Moreover, the global recovery remains dramatically uneven. The outlook is challenging for much of the developing world with lagging vaccination rates, rising inflation, limited policy support, too few jobs, and shortages that extend to food, water, and electricity.
The inequality in the recovery is getting worse across country groups. Per capita income in advanced economies is expected to grow nearly 5% in 2021, but only 0.5% in low-income countries. It will take many developing countries years to reach pre-pandemic income levels. Even after two years of recovery, by next year output in developing countries is expected to be nearly 4% below pre-pandemic projections, whereas the advanced economies will be caught up. In IDA countries, output will remain 5.6 percent below pre-pandemic projections by next year.

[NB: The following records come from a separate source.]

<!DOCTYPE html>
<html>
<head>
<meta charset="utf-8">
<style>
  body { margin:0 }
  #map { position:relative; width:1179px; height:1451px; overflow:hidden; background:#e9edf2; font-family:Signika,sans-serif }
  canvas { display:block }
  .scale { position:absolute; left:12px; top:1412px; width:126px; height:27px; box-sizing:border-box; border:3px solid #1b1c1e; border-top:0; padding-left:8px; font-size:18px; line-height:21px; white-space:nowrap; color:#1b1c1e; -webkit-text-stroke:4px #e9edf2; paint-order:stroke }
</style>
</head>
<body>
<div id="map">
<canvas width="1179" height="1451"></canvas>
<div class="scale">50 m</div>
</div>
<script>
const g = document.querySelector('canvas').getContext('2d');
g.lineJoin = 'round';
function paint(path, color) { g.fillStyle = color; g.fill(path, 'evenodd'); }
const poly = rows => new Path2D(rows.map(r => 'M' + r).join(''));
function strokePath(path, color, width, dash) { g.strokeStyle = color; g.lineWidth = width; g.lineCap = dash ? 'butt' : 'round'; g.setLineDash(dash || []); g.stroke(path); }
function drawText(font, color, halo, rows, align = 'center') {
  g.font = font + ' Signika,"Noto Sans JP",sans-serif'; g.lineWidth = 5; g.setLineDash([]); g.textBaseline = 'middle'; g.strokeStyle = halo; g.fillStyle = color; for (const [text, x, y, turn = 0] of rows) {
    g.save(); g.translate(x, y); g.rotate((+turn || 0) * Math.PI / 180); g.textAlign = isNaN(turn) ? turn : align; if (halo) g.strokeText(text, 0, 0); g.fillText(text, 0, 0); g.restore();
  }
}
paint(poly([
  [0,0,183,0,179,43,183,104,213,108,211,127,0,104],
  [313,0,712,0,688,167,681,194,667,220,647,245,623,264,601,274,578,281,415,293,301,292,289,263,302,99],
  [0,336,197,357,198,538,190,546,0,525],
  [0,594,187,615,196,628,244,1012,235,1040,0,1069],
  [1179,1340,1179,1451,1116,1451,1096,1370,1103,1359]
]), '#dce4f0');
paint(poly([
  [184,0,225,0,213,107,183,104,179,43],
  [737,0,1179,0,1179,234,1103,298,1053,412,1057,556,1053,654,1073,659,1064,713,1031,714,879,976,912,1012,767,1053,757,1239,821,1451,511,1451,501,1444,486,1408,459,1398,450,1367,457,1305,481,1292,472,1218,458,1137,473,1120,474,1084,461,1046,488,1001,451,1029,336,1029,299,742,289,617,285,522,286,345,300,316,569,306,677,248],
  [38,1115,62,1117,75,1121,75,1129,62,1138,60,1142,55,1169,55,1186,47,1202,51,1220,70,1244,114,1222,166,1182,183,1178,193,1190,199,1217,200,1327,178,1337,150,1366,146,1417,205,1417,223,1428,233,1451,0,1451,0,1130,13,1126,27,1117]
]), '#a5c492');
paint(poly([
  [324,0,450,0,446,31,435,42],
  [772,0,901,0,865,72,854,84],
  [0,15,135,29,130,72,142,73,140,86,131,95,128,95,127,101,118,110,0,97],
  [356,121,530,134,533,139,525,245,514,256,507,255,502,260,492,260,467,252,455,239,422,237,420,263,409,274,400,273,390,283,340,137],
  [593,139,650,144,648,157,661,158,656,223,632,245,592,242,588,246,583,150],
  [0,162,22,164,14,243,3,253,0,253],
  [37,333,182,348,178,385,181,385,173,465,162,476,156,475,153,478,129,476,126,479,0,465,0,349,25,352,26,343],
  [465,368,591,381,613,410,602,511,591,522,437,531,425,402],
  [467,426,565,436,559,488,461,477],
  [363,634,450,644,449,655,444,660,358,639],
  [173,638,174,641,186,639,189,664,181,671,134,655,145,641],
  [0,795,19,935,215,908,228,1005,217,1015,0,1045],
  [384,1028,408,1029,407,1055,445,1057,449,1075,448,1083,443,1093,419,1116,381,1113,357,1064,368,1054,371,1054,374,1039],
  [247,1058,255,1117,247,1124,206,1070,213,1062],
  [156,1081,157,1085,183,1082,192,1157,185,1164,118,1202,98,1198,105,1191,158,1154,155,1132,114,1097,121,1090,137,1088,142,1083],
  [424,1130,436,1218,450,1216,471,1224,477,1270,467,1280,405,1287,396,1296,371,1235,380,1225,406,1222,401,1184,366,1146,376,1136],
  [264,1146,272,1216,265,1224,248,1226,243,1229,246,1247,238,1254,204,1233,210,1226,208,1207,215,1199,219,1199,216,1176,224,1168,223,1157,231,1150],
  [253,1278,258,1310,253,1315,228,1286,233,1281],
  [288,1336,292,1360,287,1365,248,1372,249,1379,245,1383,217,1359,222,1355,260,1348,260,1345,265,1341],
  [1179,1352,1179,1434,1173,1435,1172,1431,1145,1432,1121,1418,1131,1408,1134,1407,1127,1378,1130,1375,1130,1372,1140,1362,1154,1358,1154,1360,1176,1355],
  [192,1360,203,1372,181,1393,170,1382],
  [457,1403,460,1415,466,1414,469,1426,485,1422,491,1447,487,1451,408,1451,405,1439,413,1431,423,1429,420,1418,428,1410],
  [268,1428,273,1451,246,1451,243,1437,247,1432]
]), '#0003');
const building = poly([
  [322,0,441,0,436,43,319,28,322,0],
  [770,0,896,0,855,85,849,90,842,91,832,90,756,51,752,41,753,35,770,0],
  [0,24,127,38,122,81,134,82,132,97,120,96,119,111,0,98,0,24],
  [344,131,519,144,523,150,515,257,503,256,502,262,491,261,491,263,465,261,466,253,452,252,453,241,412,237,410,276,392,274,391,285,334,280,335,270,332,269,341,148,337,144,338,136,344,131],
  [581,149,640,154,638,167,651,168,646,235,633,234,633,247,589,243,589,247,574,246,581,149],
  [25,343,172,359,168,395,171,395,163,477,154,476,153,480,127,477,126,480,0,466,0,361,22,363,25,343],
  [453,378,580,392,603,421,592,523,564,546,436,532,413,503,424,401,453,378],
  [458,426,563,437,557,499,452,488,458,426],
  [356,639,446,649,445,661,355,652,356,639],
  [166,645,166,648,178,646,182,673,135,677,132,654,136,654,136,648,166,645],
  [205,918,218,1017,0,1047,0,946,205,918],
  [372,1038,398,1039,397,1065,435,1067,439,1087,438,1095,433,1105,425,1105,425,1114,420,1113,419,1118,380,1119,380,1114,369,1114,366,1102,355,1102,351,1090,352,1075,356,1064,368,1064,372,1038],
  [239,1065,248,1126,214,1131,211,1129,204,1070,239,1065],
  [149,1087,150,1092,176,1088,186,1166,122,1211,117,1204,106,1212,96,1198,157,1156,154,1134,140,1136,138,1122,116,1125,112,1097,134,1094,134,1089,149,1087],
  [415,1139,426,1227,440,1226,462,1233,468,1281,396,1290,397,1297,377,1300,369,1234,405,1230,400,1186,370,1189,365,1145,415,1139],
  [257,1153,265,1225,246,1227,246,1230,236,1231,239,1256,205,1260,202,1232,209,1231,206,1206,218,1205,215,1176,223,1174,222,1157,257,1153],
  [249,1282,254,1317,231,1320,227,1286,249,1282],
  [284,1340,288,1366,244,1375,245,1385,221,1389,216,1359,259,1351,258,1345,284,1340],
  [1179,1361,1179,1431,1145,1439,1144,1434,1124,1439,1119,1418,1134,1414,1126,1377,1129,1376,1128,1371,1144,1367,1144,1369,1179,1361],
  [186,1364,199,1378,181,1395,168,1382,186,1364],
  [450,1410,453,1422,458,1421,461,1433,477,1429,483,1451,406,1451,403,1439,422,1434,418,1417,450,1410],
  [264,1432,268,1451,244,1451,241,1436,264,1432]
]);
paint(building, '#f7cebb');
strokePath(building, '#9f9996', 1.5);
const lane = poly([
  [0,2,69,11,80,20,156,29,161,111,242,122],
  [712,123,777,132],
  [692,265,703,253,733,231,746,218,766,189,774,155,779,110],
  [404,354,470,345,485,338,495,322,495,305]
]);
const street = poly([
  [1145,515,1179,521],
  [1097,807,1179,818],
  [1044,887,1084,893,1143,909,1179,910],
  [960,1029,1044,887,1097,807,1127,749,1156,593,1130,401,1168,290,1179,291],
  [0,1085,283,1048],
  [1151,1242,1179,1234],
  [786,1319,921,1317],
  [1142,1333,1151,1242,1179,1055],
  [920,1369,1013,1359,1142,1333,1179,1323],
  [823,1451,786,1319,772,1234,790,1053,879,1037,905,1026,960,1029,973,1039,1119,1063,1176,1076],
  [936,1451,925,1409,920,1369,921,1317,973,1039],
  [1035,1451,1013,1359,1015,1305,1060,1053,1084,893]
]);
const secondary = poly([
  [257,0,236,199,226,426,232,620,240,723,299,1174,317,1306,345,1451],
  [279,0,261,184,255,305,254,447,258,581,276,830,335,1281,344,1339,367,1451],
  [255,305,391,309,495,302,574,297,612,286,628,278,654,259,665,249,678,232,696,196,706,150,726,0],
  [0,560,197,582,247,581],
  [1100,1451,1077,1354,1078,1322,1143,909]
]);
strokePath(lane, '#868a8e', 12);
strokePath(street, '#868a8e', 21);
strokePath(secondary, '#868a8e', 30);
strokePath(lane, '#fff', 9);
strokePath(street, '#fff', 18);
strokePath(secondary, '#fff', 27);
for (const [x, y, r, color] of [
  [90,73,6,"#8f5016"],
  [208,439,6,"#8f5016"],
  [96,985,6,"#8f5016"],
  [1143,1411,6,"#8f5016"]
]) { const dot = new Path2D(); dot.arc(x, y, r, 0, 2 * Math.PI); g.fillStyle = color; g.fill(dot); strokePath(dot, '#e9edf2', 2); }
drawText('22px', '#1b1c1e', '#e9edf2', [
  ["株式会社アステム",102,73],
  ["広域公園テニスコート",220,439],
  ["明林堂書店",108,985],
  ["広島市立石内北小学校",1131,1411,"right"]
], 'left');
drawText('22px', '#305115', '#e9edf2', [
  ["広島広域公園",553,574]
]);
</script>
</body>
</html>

The pandemic has already tipped millions of people into poverty, according to the report.
There was a rebound in 2021 for many emerging economies and developing countries in Europe and Central Asia, whose regional economy is expected to grow by 5.5% in 2021, exceeding projections according to the latest edition of the World Bank's economic update.
Developing markets were hit by the economic shock of the pandemic, with some of them experiencing a significant downturn in their growth rates. However, emerging economies like China and the United Arab Emirates (UAE), which managed to contain the virus from mass spreading in the early stages of the pandemic, are recovering earlier and faster according to the International Monetary Fund (IMF).